* _Collected data_:
####

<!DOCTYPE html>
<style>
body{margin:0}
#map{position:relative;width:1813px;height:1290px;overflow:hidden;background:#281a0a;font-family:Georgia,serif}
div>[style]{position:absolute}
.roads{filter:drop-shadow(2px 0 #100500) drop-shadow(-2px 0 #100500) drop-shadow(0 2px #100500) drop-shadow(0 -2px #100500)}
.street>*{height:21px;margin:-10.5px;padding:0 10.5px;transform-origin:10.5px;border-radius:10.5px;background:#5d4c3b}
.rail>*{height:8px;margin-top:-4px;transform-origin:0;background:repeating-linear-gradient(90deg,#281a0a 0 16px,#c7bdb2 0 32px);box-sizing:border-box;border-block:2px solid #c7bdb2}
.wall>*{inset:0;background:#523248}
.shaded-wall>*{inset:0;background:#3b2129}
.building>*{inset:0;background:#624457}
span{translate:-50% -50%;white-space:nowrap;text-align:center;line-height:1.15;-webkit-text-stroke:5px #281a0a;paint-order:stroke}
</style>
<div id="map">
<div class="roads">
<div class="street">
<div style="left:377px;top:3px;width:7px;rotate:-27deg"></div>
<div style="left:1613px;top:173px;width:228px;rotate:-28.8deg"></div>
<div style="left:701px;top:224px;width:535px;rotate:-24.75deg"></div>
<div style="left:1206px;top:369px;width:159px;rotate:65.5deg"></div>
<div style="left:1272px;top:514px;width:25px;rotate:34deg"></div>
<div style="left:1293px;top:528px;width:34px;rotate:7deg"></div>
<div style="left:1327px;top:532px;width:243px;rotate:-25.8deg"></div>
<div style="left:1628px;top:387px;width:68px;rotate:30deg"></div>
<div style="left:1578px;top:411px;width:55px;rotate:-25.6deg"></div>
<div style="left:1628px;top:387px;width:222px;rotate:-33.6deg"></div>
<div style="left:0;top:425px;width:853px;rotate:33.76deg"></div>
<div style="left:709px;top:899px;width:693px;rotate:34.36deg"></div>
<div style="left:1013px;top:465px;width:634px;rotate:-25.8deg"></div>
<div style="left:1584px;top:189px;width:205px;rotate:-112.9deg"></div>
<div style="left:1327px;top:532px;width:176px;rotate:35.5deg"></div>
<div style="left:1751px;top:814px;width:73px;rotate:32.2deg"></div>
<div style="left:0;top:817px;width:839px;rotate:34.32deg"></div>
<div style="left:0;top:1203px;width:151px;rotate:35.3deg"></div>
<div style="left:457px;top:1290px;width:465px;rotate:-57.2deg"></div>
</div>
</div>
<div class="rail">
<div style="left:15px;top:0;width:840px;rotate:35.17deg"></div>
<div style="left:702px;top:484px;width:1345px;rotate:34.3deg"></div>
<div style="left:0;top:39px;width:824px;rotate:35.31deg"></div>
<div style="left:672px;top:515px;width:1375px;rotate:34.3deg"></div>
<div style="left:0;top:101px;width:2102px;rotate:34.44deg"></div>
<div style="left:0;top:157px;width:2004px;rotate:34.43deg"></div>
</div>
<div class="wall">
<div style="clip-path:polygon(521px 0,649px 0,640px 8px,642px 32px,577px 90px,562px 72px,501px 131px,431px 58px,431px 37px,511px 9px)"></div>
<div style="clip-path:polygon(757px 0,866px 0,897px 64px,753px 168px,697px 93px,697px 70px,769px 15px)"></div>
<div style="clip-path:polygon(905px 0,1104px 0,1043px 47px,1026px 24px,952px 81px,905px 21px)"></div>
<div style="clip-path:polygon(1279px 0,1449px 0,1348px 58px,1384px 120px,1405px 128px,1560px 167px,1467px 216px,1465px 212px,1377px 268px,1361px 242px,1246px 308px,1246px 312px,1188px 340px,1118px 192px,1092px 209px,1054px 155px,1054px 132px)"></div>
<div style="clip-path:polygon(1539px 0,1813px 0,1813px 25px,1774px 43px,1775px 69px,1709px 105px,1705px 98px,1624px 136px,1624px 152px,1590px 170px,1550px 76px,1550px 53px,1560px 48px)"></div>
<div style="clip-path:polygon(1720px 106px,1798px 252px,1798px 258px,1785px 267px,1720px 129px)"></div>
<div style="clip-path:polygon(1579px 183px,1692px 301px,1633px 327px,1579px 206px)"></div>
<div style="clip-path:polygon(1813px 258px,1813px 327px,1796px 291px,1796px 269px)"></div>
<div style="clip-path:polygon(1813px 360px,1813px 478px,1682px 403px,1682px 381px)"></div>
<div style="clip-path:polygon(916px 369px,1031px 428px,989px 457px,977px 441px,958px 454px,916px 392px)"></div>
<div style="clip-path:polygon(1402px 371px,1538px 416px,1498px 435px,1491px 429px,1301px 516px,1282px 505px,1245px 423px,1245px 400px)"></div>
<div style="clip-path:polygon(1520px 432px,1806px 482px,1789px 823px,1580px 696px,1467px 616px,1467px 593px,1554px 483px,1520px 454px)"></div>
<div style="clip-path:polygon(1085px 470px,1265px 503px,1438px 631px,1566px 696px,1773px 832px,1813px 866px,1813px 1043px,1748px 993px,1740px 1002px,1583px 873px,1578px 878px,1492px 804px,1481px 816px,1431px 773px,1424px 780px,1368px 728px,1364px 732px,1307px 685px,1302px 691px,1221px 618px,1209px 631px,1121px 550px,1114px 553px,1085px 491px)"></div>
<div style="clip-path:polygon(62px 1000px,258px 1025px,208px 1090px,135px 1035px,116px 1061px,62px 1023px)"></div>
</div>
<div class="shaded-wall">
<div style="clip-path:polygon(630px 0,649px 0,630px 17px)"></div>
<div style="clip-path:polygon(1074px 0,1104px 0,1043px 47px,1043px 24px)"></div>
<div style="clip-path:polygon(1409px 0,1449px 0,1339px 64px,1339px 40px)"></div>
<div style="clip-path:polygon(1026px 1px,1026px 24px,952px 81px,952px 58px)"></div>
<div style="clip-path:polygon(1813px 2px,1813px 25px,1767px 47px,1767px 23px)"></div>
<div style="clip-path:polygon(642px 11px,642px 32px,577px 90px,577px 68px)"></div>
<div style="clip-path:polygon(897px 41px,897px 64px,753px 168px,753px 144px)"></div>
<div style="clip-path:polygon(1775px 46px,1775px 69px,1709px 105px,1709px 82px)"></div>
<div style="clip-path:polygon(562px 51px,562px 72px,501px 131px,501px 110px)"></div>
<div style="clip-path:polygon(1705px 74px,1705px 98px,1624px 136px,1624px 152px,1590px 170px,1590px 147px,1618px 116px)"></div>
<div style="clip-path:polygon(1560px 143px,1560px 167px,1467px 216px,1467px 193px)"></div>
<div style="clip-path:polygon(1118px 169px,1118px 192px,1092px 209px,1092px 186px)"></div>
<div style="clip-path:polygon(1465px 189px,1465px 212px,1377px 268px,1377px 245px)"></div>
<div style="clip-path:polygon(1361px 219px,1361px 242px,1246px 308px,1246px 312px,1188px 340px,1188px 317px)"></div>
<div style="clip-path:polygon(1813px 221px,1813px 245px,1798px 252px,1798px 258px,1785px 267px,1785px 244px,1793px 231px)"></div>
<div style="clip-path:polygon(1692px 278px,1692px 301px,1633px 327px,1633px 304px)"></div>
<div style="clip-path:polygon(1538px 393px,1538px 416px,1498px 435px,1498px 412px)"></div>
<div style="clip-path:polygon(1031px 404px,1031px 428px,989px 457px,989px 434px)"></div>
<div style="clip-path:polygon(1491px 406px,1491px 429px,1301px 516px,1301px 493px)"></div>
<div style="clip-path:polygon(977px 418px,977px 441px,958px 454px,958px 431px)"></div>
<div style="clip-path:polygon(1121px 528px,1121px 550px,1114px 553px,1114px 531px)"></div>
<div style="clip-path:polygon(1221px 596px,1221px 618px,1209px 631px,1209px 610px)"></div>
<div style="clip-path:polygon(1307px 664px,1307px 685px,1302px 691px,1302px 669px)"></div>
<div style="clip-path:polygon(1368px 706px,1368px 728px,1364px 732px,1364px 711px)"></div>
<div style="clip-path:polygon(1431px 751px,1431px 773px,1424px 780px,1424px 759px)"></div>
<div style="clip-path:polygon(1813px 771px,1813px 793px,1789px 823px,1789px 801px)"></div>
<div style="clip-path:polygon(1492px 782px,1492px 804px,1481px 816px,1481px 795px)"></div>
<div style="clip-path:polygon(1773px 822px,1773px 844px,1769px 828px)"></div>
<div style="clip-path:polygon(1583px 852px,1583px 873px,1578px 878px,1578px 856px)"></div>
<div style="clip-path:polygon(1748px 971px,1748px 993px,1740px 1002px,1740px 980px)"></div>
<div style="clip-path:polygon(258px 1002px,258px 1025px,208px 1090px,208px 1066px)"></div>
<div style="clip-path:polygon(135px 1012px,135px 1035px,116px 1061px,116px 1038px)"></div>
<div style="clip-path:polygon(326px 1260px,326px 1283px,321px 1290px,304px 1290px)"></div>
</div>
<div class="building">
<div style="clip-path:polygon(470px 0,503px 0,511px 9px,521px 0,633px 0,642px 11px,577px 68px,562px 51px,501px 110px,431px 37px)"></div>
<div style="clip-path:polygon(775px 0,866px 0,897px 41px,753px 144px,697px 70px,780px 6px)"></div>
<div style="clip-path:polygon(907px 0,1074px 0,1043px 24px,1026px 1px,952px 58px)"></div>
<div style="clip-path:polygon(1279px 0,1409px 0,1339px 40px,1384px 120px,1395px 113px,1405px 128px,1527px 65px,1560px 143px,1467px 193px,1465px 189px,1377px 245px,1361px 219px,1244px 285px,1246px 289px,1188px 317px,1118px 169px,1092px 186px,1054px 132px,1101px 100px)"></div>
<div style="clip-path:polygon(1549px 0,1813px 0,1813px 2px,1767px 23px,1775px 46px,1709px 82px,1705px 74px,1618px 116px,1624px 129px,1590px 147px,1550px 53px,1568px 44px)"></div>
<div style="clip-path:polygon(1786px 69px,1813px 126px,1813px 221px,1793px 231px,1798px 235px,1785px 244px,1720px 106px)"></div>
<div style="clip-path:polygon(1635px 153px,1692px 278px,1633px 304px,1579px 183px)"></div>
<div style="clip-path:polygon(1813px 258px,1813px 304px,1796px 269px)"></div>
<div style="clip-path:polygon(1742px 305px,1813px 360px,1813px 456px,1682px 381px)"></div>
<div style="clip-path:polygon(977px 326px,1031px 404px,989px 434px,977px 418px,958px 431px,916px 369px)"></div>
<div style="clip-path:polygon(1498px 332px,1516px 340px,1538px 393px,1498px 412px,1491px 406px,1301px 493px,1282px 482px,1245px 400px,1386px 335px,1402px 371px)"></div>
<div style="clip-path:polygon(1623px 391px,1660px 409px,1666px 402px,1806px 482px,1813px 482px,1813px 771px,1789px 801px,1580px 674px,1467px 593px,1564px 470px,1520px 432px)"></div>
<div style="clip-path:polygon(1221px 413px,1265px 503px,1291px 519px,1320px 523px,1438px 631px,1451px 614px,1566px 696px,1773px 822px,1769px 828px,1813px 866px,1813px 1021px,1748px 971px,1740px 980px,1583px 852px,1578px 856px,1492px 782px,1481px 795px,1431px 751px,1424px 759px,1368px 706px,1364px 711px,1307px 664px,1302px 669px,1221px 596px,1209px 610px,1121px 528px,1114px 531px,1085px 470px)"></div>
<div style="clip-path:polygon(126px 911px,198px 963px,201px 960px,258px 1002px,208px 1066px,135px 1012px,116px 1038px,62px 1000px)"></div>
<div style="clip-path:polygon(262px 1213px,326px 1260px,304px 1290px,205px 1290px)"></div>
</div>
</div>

####

* _Directions for this task_:
Answer with a number only: how many lines above have the word "shaded"?

* _Answer to the exercise_:
2